Although the mechanism of flagging the initialization is not specified by the standard, the implication is pretty clear. Section (C++-98: 6.7;4) states that "an object is initialized the first time control passes through its declaration; . . . If the initialization exits by throwing an exception, the initialization is not complete, so it will be tried again the next time control enters the declaration. If control re-enters the declaration (recursively) while the object is being initialized, the behaviour is undefined." Hence, the previous function actually looks much like the following, under the covers:

Listing 11.10.



Local &GetLocal()


{


  static bool  __bLocalInitialized__  = false;


  static byte  __localBytes__[sizeof(Local)];


  if(!__bLocalInitialized__)


  {


    new(__localBytes__) Local();


    __bLocalInitialized__ = true;


  }


  return *reinterpret_cast<Local*>(__localBytes__);


}

The problem with this situation is that in multithreaded environments it is subject to a race condition. Two or more threads could come in and see that __bLocalInitialized__ is false, and simultaneously go on to construct local. This could result in a leak, or it could crash the process, but whatever does happen it's undesirable.

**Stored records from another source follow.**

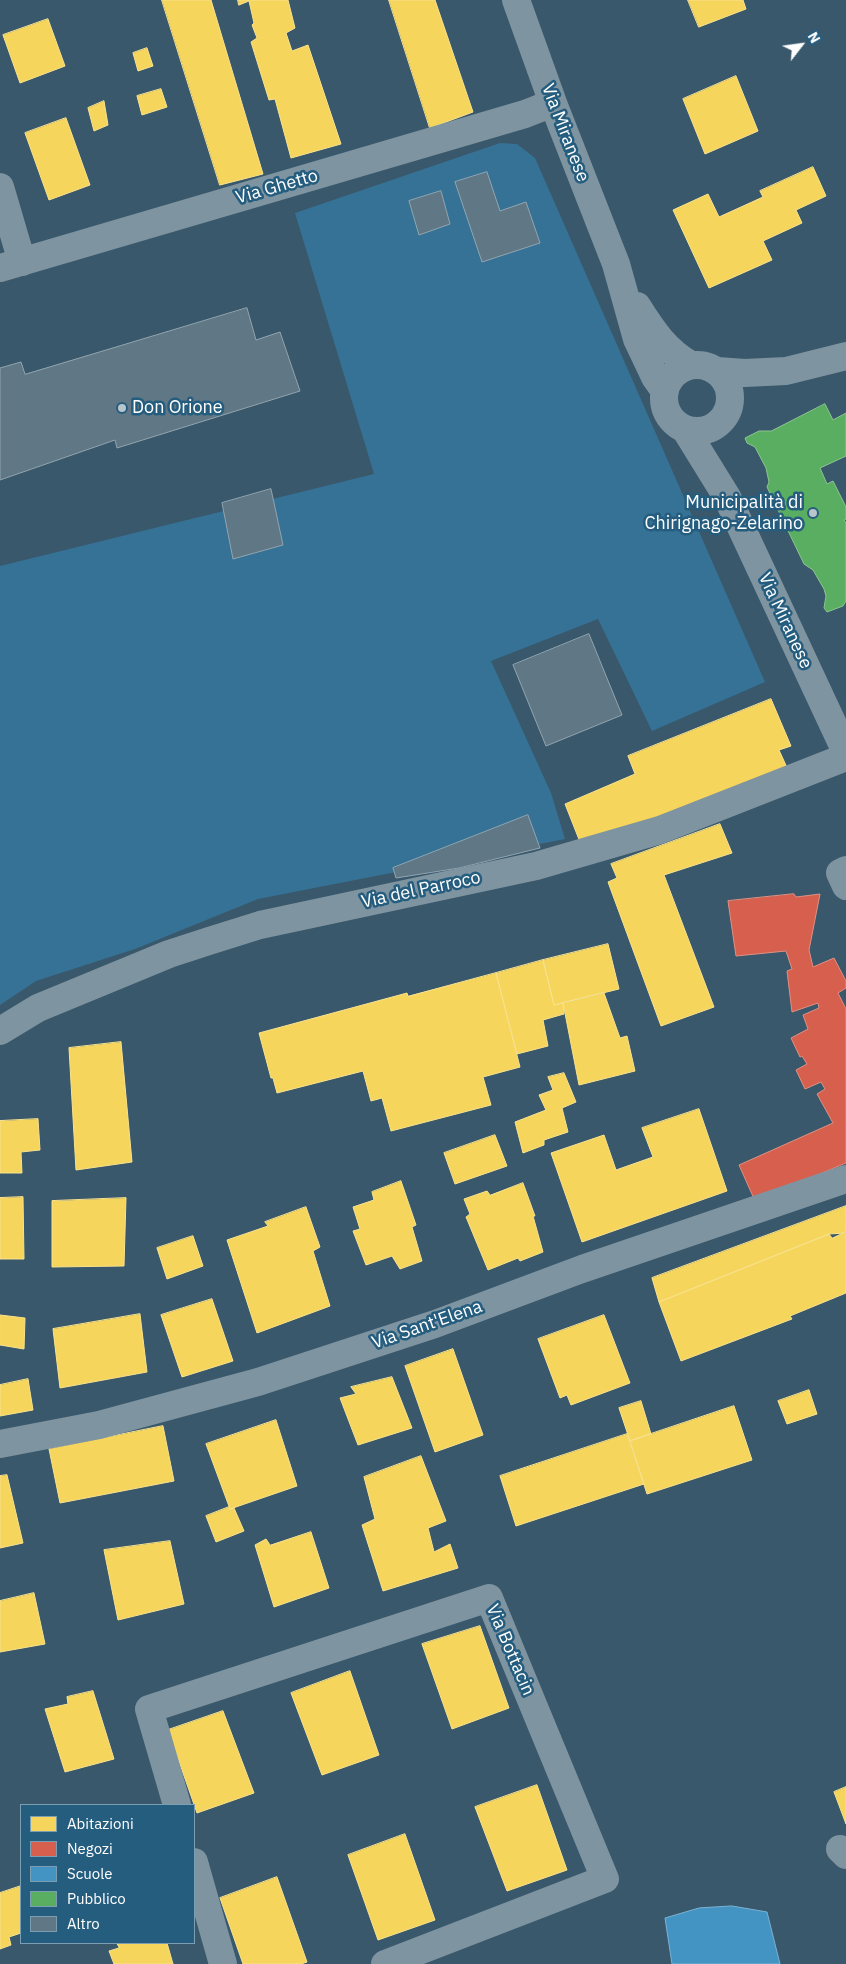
<!DOCTYPE html>
<html>
<head>
<meta charset="utf-8">
<style>
	body { margin:0 }
	#map { position:relative; width:846px; height:1964px; overflow:hidden; background:#39586b; font-family:"IBM Plex Sans",sans-serif }
	canvas { display:block }
	.legend { position:absolute; left:20px; top:1804px; width:175px; height:140px; box-sizing:border-box; background:#255d7f; border:1px solid #7c9eb2; margin:0; padding:6px 9px; list-style:none; font-size:15px; color:#fff }
	.legend li { display:flex; align-items:center; gap:10px; height:25px }
	.legend b { width:25px; border:1px solid #7c9eb2 }
	.north { position:absolute; left:776px; top:20px; width:50px; height:50px; -webkit-text-stroke:4px #255d7f; paint-order:stroke; rotate:60deg; font-size:14px; font-weight:700; line-height:20px; text-align:center; color:#fff }
	.north::after { content:''; display:block; margin:auto; width:18px; height:22px; background:#fff; clip-path:polygon(50% 0,100% 100%,50% 72%,0 100%) }
</style>
</head>
<body>
<div id="map">
<canvas width="846" height="1964"></canvas>
<ul class="legend">
<li><b style="height:14px;background:#f6d55c"></b>Abitazioni</li>
<li><b style="height:14px;background:#d6604d"></b>Negozi</li>
<li><b style="height:14px;background:#4393c3"></b>Scuole</li>
<li><b style="height:14px;background:#5aae61"></b>Pubblico</li>
<li><b style="height:14px;background:#607785"></b>Altro</li>
</ul>
<div class="north">N</div>
</div>
<script>
const g = document.querySelector('canvas').getContext('2d');
g.lineJoin = 'round';
function fillPath(path, color) {
  g.fillStyle = color;
  g.fill(path, 'evenodd');
}
function trace(path, color, width, dash) {
  g.strokeStyle = color;
  g.lineWidth = width;
  g.lineCap = dash ? 'butt' : 'round';
  g.setLineDash(dash || []);
  g.stroke(path);
}
function drawText(font, color, halo, rows, align = 'center') {
  g.font = font + ' "IBM Plex Sans",sans-serif';
  g.lineWidth = 5;
  g.setLineDash([]);
  g.textBaseline = 'middle';
  g.strokeStyle = halo;
  g.fillStyle = color;
  for (const [text, x, y, turn = 0] of rows) {
    g.save();
    g.translate(x, y);
    g.rotate((+turn || 0) * Math.PI / 180);
    g.textAlign = isNaN(turn) ? turn : align;
    if (halo) g.strokeText(text, 0, 0);
    g.fillText(text, 0, 0);
    g.restore();
  }
}
fillPath(new Path2D(`
	M500 143 517 144 535 158 765 682 652 731 598 619 491 661 551 793 565 839 258 899 135 949 36 981 0 1005V566L374 474 295 213Z`), '#367295');
const homes = new Path2D(`
	M162 0H211L263 174 220 185Z
	M238 0H288L295 28 286 33 292 51 308 45 341 144 291 158 275 99 269 100 251 42 257 38 252 25 254 23 249 1 239 5Z
	M389 0H435L473 112 430 128Z
	M688 0H743L746 9 699 27Z
	M48 19 65 66 20 83 3 35Z
	M147 48 153 66 138 71 133 53Z
	M736 76 758 131 705 154 683 99Z
	M161 89 167 107 142 115 137 96Z
	M104 101 108 125 94 131 88 108Z
	M66 118 90 185 49 200 25 133Z
	M813 167 826 196 796 210 802 223 763 241 772 260 709 288 673 210 708 194 719 217 763 197 760 191Z
	M771 699 791 746 779 750 789 772 690 810 580 842 565 804 635 774 628 756Z
	M720 824 732 853 664 875 714 1007 661 1026 608 882 617 878 611 864Z
	M608 944 619 989 554 1005 543 960Z
	M543 960 554 1005 563 1003 564 1014 543 1020 548 1046 517 1054 496 973Z
	M496 973 520 1067 483 1077 491 1105 391 1131 382 1098 371 1101 363 1071 277 1093 273 1078H271L259 1033 407 993 408 996Z
	M604 993 620 1038 627 1036 635 1071 579 1085 563 1003Z
	M121 1042 132 1162 76 1170 69 1048Z
	M564 1073 576 1102 562 1108 568 1132 544 1140V1145L523 1153 515 1122 546 1110 539 1095 553 1090 548 1077Z
	M699 1109 727 1191 582 1242 551 1153 604 1135 616 1170 653 1157 642 1128Z
	M38 1119 40 1150 21 1152 22 1173H0V1121Z
	M495 1135 507 1166 455 1184 444 1153Z
	M401 1181 416 1225 412 1227 422 1261 400 1269 392 1256 366 1265 353 1231 360 1229 353 1207 374 1200 372 1192Z
	M523 1183 535 1216H533L543 1252 520 1261 518 1258 488 1270 466 1217 470 1214 464 1199 487 1191 490 1195Z
	M23 1197 24 1259H0V1198Z
	M126 1198 124 1266 52 1267V1201Z
	M846 1206V1233L829 1234 659 1302 652 1278Z
	M306 1207 320 1247 313 1251 330 1306 257 1333 227 1240 268 1226 265 1222Z
	M846 1232V1293L790 1316 792 1319 681 1361 659 1302 829 1234 832 1238Z
	M193 1236 203 1266 167 1279 157 1248Z
	M212 1299 233 1361 182 1377 161 1315Z
	M140 1314 147 1372 60 1388 53 1329Z
	M0 1315 25 1318 24 1349 0 1345Z
	M604 1315 630 1383 571 1405 567 1395 560 1398 538 1339Z
	M453 1349 483 1435 435 1452 405 1366Z
	M392 1377 412 1428 358 1445 340 1398 356 1394 351 1387Z
	M28 1379 33 1410 0 1416V1385Z
	M809 1390 817 1414 787 1424 778 1401Z
	M641 1401 651 1434 630 1441 619 1408Z
	M734 1406 752 1460 647 1494 630 1441Z
	M276 1420 297 1486 230 1509 206 1444Z
	M163 1426 174 1481 60 1503 49 1449Z
	M627 1434 644 1484 516 1526 500 1476Z
	M421 1456 446 1521 428 1528 434 1552 450 1544 458 1568 383 1591 362 1525 375 1519 364 1477Z
	M7 1475 23 1543 0 1548V1476Z
	M229 1507 230 1509 234 1508 244 1531 216 1542 206 1516Z
	M311 1532 329 1588 274 1607 255 1545 266 1539 270 1545Z
	M170 1541 184 1604 118 1620 104 1550Z
	M34 1593 45 1644 0 1652V1601Z
	M480 1626 509 1708 452 1729 422 1644Z
	M350 1671 379 1755 322 1775 291 1693Z
	M93 1691 114 1759 65 1772 45 1709 68 1704 67 1697Z
	M223 1711 254 1793 197 1813 168 1730Z
	M537 1785 567 1870 507 1891 475 1807Z
	M846 1787V1824L834 1792Z
	M405 1834 435 1920 378 1940 348 1855Z
	M277 1877 307 1962 301 1964H243L220 1898Z
	M21 1886V1933L9 1937 11 1945 0 1949V1893Z
	M117 1943H167L173 1964H114L109 1951 119 1948Z`);
fillPath(homes, '#f6d55c');
trace(homes, '#f9e28d', 1);
const shops = new Path2D(`
	M794 894 796 897 820 894 809 950 813 967 834 958 846 981V988L838 993 846 1009V1163L755 1201 739 1165 833 1123 817 1094 825 1089 821 1082 805 1089 796 1070 807 1064 802 1056 800 1057 791 1038 808 1029 803 1015 819 1008 818 1003 792 1012 787 971 792 969 786 951 736 956 728 901Z`);
fillPath(shops, '#d6604d');
trace(shops, '#e29082', 1);
const schools = new Path2D(`
	M732 1906 767 1912 780 1964H672L665 1918 699 1908Z`);
fillPath(schools, '#4393c3');
trace(schools, '#7bb3d5', 1);
const public = new Path2D(`
	M825 404 833 420 846 413V456L820 468 827 484 833 481 846 507V519L844 520 846 523V601L843 606 827 612 824 608 826 596 824 589 813 570 804 564 767 487 769 482 766 468 755 447 747 443 745 438 759 431H771Z`);
fillPath(public, '#5aae61');
trace(public, '#8cc690', 1);
const building = new Path2D(`
	M487 172 500 211 526 202 540 243 482 262 455 182Z
	M441 191 450 224 419 235 409 201Z
	M247 308 256 340 280 332 300 391 117 448 115 440 0 480V368L21 362 25 374Z
	M271 489 283 545 233 559 222 503Z
	M589 634 622 715 546 746 513 665Z
	M528 815 540 848 459 868 396 878 393 868Z`);
fillPath(building, '#607785');
trace(building, '#92a5b0', 1);
trace(new Path2D(`
	M516 0 553 103 616 264 637 339 655 377 665 391
	M0 187 22 262
	M0 268 525 114 553 103
	M637 306C652 330 666 351 691 365
	M664 398a33 33 0 1 1 66 0a33 33 0 1 1-66 0Z
	M717 371 745 373 786 371 846 356
	M685 429 727 497 846 752
	M846 870 840 873 846 886
	M0 1031 38 1008 169 954 209 941 260 925 536 866 660 830 846 757
	M0 1444 99 1425 258 1382 435 1324 582 1269 846 1179
	M177 1805 149 1709 489 1598 605 1879 385 1964
	M840 1849 846 1855
	M194 1862 223 1964`), '#7f94a1', 28);
for (const [x, y, r, color] of [
	[122,408,5,"#bac5cb"],
	[813,513,5,"#bac5cb"]
]) {
  const dot = new Path2D();
  dot.arc(x, y, r, 0, 2 * Math.PI);
  g.fillStyle = color;
  g.fill(dot);
  trace(dot, '#255d7f', 2);
}
drawText('18px', '#fff', '#255d7f', [
	["Via Miranese",565,133,69],
	["Via Ghetto",277,187,-16],
	["Via Miranese",785,621,65],
	["Via del Parroco",421,890,-12],
	["Via Sant'Elena",427,1325,-19],
	["Via Bottacin",510,1650,67]
]);
drawText('18px', '#fff', '#255d7f', [
	["Don Orione",132,408],
	["Municipalità di",803,503,"right"],
	["Chirignago-Zelarino",803,524,"right"]
], 'left');
</script>
</body>
</html>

One might naively^[10] suppose that using the volatile keyword on the static declaration might help. After all, the C standard says (C99-5.1.2.3;2) that "accessing a volatile object, modifying an object, modifying a file, or calling a function that does any of those operations are all side effects, which are changes in the state of the execution environment. . . . At certain specified points in the execution sequence called sequence points, all side effects of previous evaluations shall be complete and no side effects of subsequent evaluations shall have taken place. (A summary of the sequence points is given in annex C.)" The C++ standard says much the same thing in (C++-98: 1.9;7).

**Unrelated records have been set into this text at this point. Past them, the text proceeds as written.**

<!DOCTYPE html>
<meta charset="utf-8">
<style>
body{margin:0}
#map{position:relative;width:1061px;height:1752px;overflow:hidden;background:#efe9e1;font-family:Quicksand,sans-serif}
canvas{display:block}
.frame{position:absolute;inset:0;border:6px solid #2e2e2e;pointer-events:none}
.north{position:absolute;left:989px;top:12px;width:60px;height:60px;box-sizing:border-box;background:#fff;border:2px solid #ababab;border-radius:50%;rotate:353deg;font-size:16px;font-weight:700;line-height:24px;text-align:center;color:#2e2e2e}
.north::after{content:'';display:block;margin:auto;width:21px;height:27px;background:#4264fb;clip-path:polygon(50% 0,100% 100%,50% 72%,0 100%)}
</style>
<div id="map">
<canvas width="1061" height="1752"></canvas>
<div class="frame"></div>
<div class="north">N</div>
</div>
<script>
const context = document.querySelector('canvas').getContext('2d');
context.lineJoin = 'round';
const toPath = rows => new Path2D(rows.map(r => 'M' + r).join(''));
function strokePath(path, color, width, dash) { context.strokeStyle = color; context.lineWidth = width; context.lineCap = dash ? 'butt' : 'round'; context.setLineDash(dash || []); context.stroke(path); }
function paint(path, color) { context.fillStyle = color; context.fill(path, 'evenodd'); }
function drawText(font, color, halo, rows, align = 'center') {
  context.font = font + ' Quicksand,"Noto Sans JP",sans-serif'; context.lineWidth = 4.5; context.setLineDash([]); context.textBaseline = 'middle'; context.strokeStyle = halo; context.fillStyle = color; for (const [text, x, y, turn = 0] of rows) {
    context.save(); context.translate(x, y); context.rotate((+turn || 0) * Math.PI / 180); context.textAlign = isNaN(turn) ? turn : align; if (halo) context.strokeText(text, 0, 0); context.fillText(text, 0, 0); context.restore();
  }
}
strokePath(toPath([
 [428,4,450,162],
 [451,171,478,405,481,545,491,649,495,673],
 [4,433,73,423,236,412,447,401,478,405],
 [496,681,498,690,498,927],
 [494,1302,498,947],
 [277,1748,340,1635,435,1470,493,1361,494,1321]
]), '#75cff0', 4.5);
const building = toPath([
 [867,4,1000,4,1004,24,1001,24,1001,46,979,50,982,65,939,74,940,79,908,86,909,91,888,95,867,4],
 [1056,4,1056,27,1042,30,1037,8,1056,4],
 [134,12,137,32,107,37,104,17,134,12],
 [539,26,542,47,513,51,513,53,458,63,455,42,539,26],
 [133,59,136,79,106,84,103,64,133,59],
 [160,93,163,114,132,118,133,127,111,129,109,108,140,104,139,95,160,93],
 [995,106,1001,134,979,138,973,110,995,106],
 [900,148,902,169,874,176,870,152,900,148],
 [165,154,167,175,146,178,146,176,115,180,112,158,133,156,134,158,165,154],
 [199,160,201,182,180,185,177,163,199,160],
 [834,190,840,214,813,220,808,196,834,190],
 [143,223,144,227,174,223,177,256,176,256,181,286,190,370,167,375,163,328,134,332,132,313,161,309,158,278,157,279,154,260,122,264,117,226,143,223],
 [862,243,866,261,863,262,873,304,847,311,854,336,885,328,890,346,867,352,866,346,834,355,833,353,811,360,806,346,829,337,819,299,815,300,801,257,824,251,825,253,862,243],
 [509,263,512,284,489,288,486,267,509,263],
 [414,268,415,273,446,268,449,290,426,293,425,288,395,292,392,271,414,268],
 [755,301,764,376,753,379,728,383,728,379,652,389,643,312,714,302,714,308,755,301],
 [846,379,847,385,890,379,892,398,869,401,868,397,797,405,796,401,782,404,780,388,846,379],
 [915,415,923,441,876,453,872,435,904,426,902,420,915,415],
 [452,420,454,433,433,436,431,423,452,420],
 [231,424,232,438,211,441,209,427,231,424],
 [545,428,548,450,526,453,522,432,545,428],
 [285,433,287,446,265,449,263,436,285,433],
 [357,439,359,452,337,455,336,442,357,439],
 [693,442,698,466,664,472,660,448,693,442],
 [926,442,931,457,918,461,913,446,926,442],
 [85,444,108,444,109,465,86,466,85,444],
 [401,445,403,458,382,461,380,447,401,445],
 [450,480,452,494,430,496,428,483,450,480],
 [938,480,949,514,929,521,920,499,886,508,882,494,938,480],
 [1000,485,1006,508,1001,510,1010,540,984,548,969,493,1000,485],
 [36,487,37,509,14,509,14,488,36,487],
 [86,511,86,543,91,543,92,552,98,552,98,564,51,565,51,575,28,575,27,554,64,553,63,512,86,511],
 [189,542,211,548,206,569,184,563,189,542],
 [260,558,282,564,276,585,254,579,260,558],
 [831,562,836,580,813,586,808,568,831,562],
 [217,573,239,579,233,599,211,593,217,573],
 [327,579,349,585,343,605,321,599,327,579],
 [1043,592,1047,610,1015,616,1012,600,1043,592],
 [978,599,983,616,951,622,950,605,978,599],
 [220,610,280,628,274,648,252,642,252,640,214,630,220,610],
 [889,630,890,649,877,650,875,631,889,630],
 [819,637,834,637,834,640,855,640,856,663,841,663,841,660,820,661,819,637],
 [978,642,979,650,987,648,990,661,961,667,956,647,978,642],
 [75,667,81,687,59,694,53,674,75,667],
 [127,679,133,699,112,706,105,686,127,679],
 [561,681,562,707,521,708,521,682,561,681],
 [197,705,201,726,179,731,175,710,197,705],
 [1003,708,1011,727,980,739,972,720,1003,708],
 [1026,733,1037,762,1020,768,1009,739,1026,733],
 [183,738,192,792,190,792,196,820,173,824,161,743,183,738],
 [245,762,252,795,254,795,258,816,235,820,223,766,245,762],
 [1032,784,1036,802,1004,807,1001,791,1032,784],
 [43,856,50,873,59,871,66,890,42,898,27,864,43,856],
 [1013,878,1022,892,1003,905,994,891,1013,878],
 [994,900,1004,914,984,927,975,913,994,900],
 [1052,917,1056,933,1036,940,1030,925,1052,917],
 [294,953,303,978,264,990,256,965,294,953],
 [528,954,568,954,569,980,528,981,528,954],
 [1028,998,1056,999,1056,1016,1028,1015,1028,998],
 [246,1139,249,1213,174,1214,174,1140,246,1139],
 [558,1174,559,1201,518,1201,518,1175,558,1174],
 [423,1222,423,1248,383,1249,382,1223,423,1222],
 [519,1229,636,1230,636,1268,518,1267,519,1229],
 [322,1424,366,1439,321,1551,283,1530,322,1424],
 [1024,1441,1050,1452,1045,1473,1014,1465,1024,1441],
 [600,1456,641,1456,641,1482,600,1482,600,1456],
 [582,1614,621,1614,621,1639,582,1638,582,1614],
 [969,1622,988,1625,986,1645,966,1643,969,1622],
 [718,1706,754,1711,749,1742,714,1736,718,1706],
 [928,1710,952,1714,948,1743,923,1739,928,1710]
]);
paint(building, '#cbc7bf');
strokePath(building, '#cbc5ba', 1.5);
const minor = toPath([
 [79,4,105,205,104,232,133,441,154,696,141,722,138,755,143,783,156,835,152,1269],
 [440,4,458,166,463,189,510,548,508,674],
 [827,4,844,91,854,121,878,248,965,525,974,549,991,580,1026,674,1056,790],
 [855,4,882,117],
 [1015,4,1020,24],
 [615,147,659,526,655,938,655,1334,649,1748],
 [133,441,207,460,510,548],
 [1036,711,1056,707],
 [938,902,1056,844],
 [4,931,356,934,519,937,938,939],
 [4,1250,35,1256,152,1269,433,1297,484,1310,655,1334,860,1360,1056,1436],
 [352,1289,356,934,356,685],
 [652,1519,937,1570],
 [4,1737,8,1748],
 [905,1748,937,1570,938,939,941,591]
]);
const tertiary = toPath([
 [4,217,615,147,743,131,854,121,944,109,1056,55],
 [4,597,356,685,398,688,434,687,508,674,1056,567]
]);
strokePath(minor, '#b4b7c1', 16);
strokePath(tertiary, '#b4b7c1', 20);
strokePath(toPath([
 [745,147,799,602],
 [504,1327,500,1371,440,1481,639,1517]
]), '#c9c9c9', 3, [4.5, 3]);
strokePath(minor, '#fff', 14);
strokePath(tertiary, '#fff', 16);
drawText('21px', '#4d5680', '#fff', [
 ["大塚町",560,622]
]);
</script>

^[10] I'm talking about myself here. Ah, bittersweet memories....

Alas, the fact that the standards say nothing about threading means that one cannot rely on an implementation supporting our presumption. In practice, the use of volatile does nothing to ensure that the use of an object is thread safe. Thus, volatile is essentially a mechanism for dealing with hardware, although it's occasionally useful for other things (see section 12.5).

Imperfection: Function-local static instances of classes with nontrivial constructors are not thread-safe.

11.3.1 Sacrifice Lazy Evaluation

One way to obviate this risk is to use the Schwarz counter to ensure that all local static instances are initialized prior to going into multithreaded mode (with the caveat being that threads are not initiated in any global object constructors, as mentioned in section 11.1). This is effective, but it does negate most of the purpose of having the object local. Furthermore, it is quite possible that some functions containing local statics would behave inappropriately if called too early; we could be back to the global object problems again.

11.3.2 Spin Mutexes to the Rescue

The race condition inherent in the initialization of thread-local objects is very important, so it cannot be ignored. However, it is also very rare. We can trade on this rarity and use a wonderfully elegant solution,^[11] based on spin mutexes, which are themselves dependent on atomic operations, both of which were examined at length in Chapter 10.

^[11] Reader hint: Anytime I refer to a solution as wonderfully elegant, you can be sure it's one that I think I've invented.



Local &GetLocal()


{


  static int              guard; // Will be zeroed at load time


  spin_mutex              smx(&guard); // Spin on "guard"


  lock_scope<spin_mutex>  lock(smx);   // Scope lock of "smx"


  static Local            local;


  return local;


}

This all works because the static guard variable is set to zero during the zero-initialization phase of the process initialization. The non-static spin_mutex instance smx operates on guard, and is itself locked by a parameterization of the lock_scope template, also non-static. Therefore, the only way to get to the test of the unseen initialization flag for local, and to local itself, is guarded by the efficient guard mechanism of the spin mutex.

There's a cost to this, to be sure, but, as we saw in section 10.3, spin mutexes are very low cost except where there is a high degree of concurrent contention around the guarded section, or the guarded section is long, or both. Since in all but the first case the guarded section will consist of one compare (of the unseen initialization flag) and one move (returning the address of local), the section itself is very low cost. And it is hard to conceive of any client code where several threads will be contending for the Local singleton with such frequency that the likelihood of them wasting cycles in the spin will be appreciable. Therefore, this is a very good solution for guarding local statics against races.